• [PROBLEM REQUIREMENTS]: Find all lines in the listing that include the word "lane", then copy them.
*** Opening of EXERCISE DATA ***
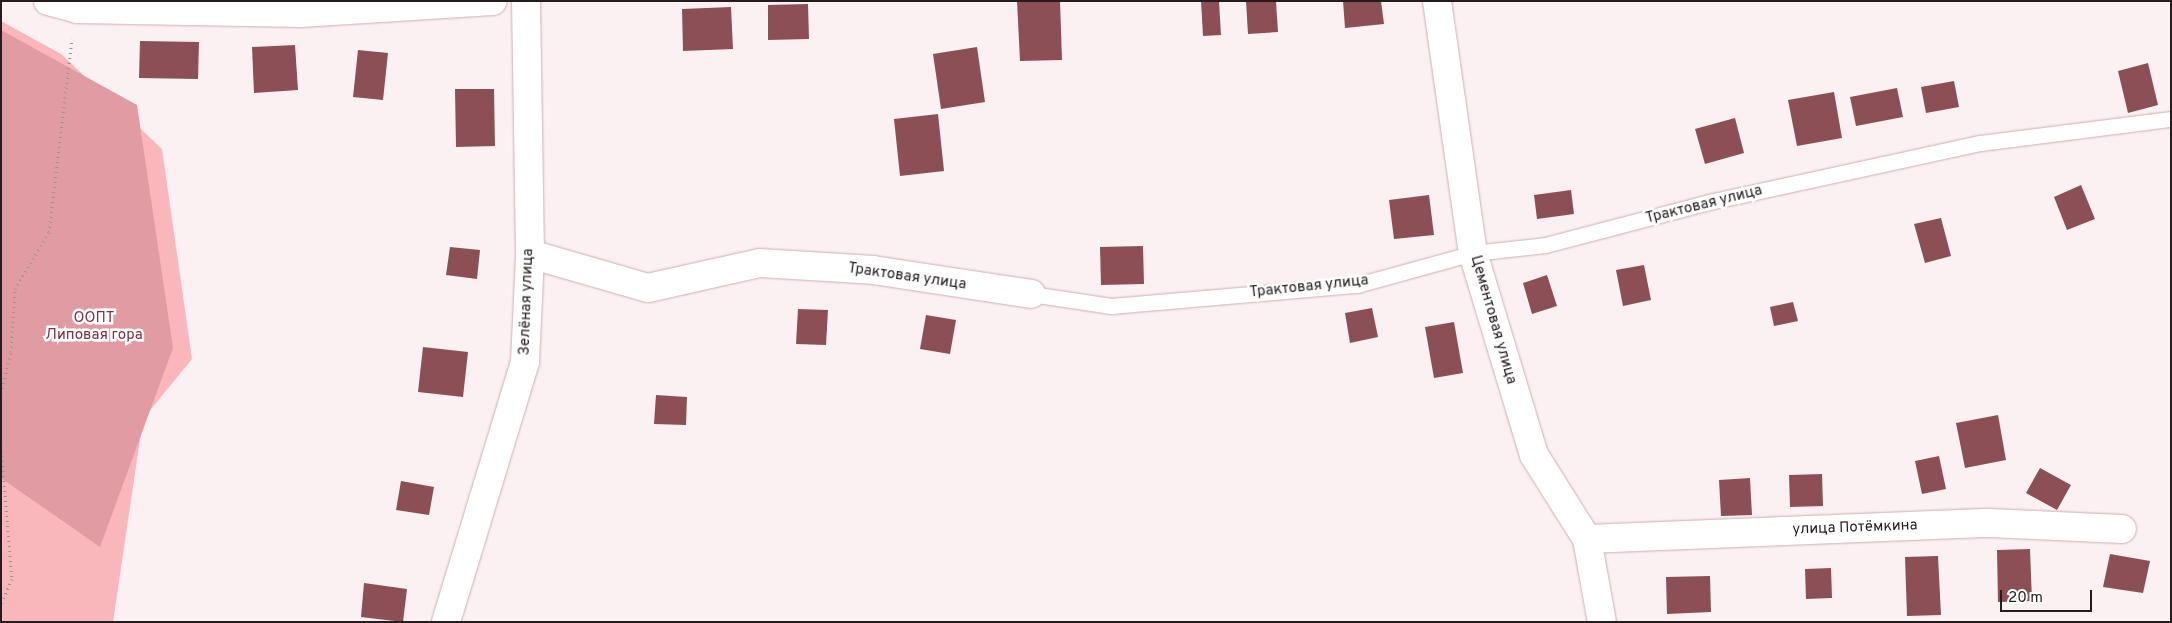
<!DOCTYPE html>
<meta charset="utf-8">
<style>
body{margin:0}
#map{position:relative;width:2172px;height:623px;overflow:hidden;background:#fcf1f2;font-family:Overpass,sans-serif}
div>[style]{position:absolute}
.green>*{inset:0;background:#f9b6bb}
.forest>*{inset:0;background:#e09ca2}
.building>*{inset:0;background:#8b4f55}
.path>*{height:3px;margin-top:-1.5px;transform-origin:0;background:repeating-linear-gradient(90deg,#9c9293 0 1px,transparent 0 5px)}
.roads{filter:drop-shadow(0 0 1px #cab1b3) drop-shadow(0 0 1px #cab1b3)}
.lane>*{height:15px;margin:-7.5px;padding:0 7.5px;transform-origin:7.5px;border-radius:7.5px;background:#fff}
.street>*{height:28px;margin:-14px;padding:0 14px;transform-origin:14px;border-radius:14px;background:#fff}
span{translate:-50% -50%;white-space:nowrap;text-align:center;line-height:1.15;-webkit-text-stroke:5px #fff;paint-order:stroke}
.street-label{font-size:15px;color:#251c1d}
.park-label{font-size:15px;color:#802f3d}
.frame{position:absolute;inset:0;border:2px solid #251c1d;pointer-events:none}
.scale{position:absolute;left:2000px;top:590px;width:92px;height:22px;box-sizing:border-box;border:2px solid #251c1d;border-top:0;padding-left:6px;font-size:15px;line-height:18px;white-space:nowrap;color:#251c1d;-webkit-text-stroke:4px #fff;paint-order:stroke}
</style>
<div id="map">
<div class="green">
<div style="clip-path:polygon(1px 21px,61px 54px,162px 149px,192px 359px,143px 419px,113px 622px,1px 622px)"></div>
</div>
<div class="forest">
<div style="clip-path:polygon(1px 30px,137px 105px,173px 348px,100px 547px,1px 478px)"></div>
</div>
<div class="building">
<div style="clip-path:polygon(1017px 1px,1060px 1px,1062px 60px,1020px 61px)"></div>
<div style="clip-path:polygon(1201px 1px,1219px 1px,1221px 35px,1203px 36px)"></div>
<div style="clip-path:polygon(1246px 1px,1276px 1px,1278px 32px,1248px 34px)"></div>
<div style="clip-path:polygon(1343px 1px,1381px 1px,1384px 24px,1345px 28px)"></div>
<div style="clip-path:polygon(808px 4px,809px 39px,768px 40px,768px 5px)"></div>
<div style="clip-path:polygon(731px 7px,733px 49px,683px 51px,682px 9px)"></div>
<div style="clip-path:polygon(140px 41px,199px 42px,198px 79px,139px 78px)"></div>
<div style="clip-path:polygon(295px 45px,298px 90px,254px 93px,252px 47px)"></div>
<div style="clip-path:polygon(977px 47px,985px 102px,941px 109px,933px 54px)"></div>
<div style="clip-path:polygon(358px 50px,388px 53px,383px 100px,353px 97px)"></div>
<div style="clip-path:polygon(2148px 63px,2158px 105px,2128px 113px,2118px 71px)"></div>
<div style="clip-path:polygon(1954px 81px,1959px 107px,1926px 113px,1921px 87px)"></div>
<div style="clip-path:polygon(1897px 88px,1903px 117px,1856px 126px,1850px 97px)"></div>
<div style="clip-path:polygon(455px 89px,494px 89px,495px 146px,456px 147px)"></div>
<div style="clip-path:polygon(1834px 92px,1842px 138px,1797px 146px,1788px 100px)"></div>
<div style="clip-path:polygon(938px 114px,944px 171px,900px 176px,894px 119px)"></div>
<div style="clip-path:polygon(1735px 118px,1744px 153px,1705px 164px,1695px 129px)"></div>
<div style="clip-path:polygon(2081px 185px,2095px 219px,2067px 230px,2054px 197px)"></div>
<div style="clip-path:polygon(1571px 190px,1574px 214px,1537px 219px,1534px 195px)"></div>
<div style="clip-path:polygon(1429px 195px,1434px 235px,1394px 239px,1389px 200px)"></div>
<div style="clip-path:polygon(1941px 218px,1951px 256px,1925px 263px,1914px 224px)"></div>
<div style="clip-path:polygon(1143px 246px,1144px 284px,1101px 285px,1100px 247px)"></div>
<div style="clip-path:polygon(450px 247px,480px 250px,477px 279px,446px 275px)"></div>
<div style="clip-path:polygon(1644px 265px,1651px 300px,1623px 306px,1616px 270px)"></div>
<div style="clip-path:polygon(1547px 275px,1557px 306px,1532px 314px,1523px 283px)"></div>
<div style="clip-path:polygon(1793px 302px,1798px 321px,1774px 326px,1770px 307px)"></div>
<div style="clip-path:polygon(1372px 308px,1378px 337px,1350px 343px,1345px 313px)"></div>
<div style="clip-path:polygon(798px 309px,828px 310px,826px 345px,796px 344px)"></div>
<div style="clip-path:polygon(926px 315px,956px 320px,950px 354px,920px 349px)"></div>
<div style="clip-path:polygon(1454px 322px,1463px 373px,1434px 378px,1425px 327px)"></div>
<div style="clip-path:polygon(423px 347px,468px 352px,463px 397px,418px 392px)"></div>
<div style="clip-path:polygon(656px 395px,687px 397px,686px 425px,654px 424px)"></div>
<div style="clip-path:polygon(1998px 415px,2006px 460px,1965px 468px,1956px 423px)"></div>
<div style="clip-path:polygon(1939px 456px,1946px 489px,1922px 494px,1915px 461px)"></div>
<div style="clip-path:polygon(2040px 468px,2071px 485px,2057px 510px,2026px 493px)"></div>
<div style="clip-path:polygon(1822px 474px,1823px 506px,1790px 507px,1789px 475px)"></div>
<div style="clip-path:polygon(1750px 478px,1752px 515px,1721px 516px,1719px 480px)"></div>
<div style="clip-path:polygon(401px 481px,434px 487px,429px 515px,396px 510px)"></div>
<div style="clip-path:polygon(2030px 549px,2032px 601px,1998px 602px,1997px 550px)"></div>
<div style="clip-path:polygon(2110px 554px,2150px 561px,2143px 593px,2103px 587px)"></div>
<div style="clip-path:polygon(1938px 556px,1941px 615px,1907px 616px,1905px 557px)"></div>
<div style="clip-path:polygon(1831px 568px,1832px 598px,1806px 599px,1805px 569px)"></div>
<div style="clip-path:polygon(1710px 576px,1711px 612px,1667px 614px,1666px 577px)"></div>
<div style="clip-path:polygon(364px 583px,407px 589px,403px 622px,361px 617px)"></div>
</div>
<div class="path">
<div style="left:1px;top:393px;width:42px;rotate:-76.3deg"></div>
<div style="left:11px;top:352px;width:63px;rotate:-86.4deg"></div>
<div style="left:15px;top:289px;width:66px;rotate:-59.2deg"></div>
<div style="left:49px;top:232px;width:195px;rotate:-83.2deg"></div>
<div style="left:1px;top:446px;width:133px;rotate:85.3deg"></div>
<div style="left:12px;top:579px;width:27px;rotate:114deg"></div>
</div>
<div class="roads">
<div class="lane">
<div style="left:1031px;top:294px;width:81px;rotate:8.5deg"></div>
<div style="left:1111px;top:306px;width:247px;rotate:-4.9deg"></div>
<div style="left:1357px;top:285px;width:120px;rotate:-15.4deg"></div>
<div style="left:1473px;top:253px;width:72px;rotate:-6.3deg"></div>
<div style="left:1545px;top:245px;width:170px;rotate:-14.7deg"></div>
<div style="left:1709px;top:202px;width:277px;rotate:-12.3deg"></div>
<div style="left:1980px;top:143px;width:193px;rotate:-7.2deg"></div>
</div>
<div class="street">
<div style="left:48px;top:1px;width:30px;rotate:15deg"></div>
<div style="left:77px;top:9px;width:224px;rotate:1deg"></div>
<div style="left:301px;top:13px;width:192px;rotate:-3.6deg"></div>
<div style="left:1437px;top:1px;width:255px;rotate:81.9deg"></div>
<div style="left:1473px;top:253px;width:211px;rotate:73.2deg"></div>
<div style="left:1534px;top:455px;width:99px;rotate:57.8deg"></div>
<div style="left:1587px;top:539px;width:84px;rotate:79.8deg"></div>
<div style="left:530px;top:254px;width:123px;rotate:16.1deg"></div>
<div style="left:648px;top:288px;width:115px;rotate:-12.6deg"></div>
<div style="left:760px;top:263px;width:113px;rotate:3.5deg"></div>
<div style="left:873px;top:270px;width:160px;rotate:8.6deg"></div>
<div style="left:1587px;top:539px;width:403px;rotate:-2.3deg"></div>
<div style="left:1990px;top:523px;width:132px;rotate:2.6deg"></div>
<div style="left:446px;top:622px;width:272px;rotate:-73.1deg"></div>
<div style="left:525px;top:362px;width:108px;rotate:-87.3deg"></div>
<div style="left:530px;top:254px;width:253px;rotate:-90.9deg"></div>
</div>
</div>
<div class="street-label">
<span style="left:1704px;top:205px;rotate:-14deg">Трактовая улица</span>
<span style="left:907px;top:277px;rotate:8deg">Трактовая улица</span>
<span style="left:1309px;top:287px;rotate:-6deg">Трактовая улица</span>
<span style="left:527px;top:302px;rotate:-88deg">Зелёная улица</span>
<span style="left:1493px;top:320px;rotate:74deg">Цементовая улица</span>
<span style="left:1855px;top:528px;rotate:-2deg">улица Потёмкина</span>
</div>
<div class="park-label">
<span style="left:94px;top:327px">ООПТ<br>Липовая гора</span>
</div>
<div class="frame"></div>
<div class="scale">20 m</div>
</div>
*** Close of EXERCISE DATA ***
• [EXERCISE RESULT]:
.lane>*{height:15px;margin:-7.5px;padding:0 7.5px;transform-origin:7.5px;border-radius:7.5px;background:#fff}
<div class="lane">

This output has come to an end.